All the Dead Yale Men
Page 10
“Yes, yes,” I said. “Sometimes.”
She turned to Pia.
“You know what I mean, don’t you?”
“Yes,” said Pia. “I do.”
“The only one with any sense in this group,” said Mary. “You do your job. Let other people do theirs.”
They got into the van and slammed the door, and then it took off, that wailing louder than ever, at least when it turned around, but then it receded, the sound having an odd throb.
“What do they call that?” I asked Pia.
“The sound?” she said. “The Doppler effect.”
“Yes,” I said. “That’s what it is.”
She nodded. Sure. She remembered. It was like those moments when she explained Fermat’s theorem: it happened as fast as a memory triggered by the scent of honeysuckle or an orchid, but then the sound and scent of the river came back.

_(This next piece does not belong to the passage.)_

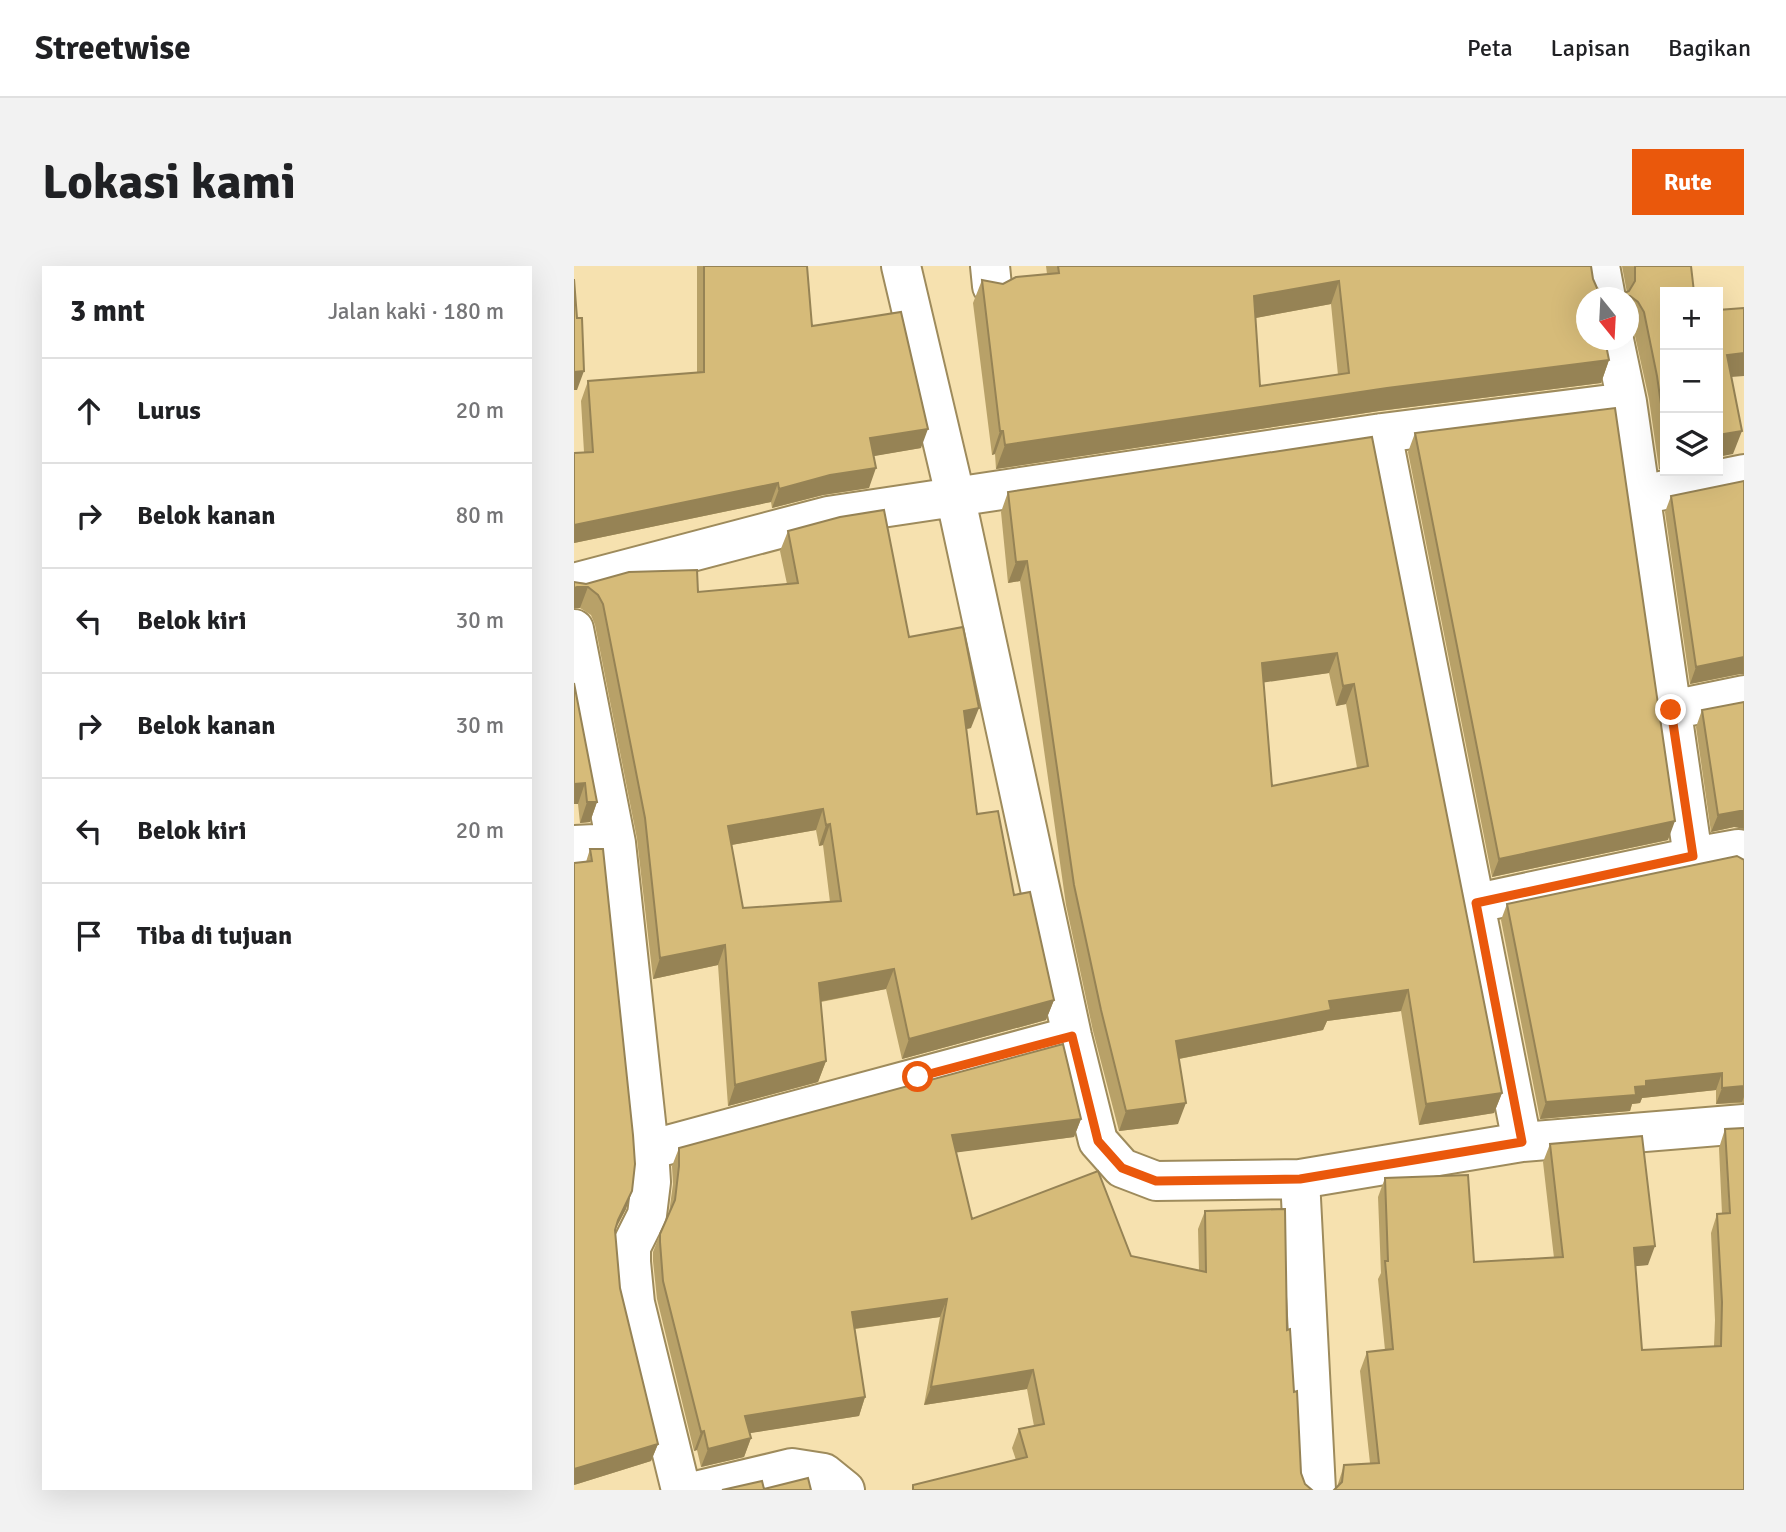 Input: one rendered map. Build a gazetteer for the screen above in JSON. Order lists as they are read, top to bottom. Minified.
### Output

Jerry said the seizures came first as a blue light, as though it was the exhaust of a flying saucer. Or sometimes he said it was like a storm, one of those cells out of which the tendrils of a tornado come, rich with the shape and color of the tentacle of an octopus. It came down and touched the earth, at once black and contradictory, like smoke and the ink of a squid. Sometimes it was like an eclipse, when the moon covers the sun, but the shadow was as violet as a gentian.
He didn’t really stutter, although some words gave him trouble, and while he had a disability check and while my grandfather had left him a little money, I still sent him a check every two months. Well, not a check. A stack of twenties held together with a rubber band. When we were together, we played a game, and he said “One,” and I said “Two,” and then he said “Three,” and we went on that way until we got to nineteen, since he couldn’t quite understand how it went from the teens to the twenties, then thirties, then hundreds. Still, he liked geometry, and he glowed when I showed him a proof.
Pia and I washed our faces in the river.
“Dad,” she said. “You understand, don’t you?”
“What?”
“I will never, ever have children. Period,” she said.
“Wait,” I said. “They’ve got all kinds of genetic tests . . . ”
“Don’t,” said Pia. “Don’t give me any lawyer bullshit. Or any bullshit. For once, I want you to listen to me. Can you do that for once?”
“What is that supposed to mean?” I said.
“Just listen. Don’t ask questions. You heard me,” she said.
“But . . . ”
She was standing on the bank, a little above me, and so we stood nose to nose. Her eyes were the same gray color as mine, maybe a little bluer, although that could have just been anger.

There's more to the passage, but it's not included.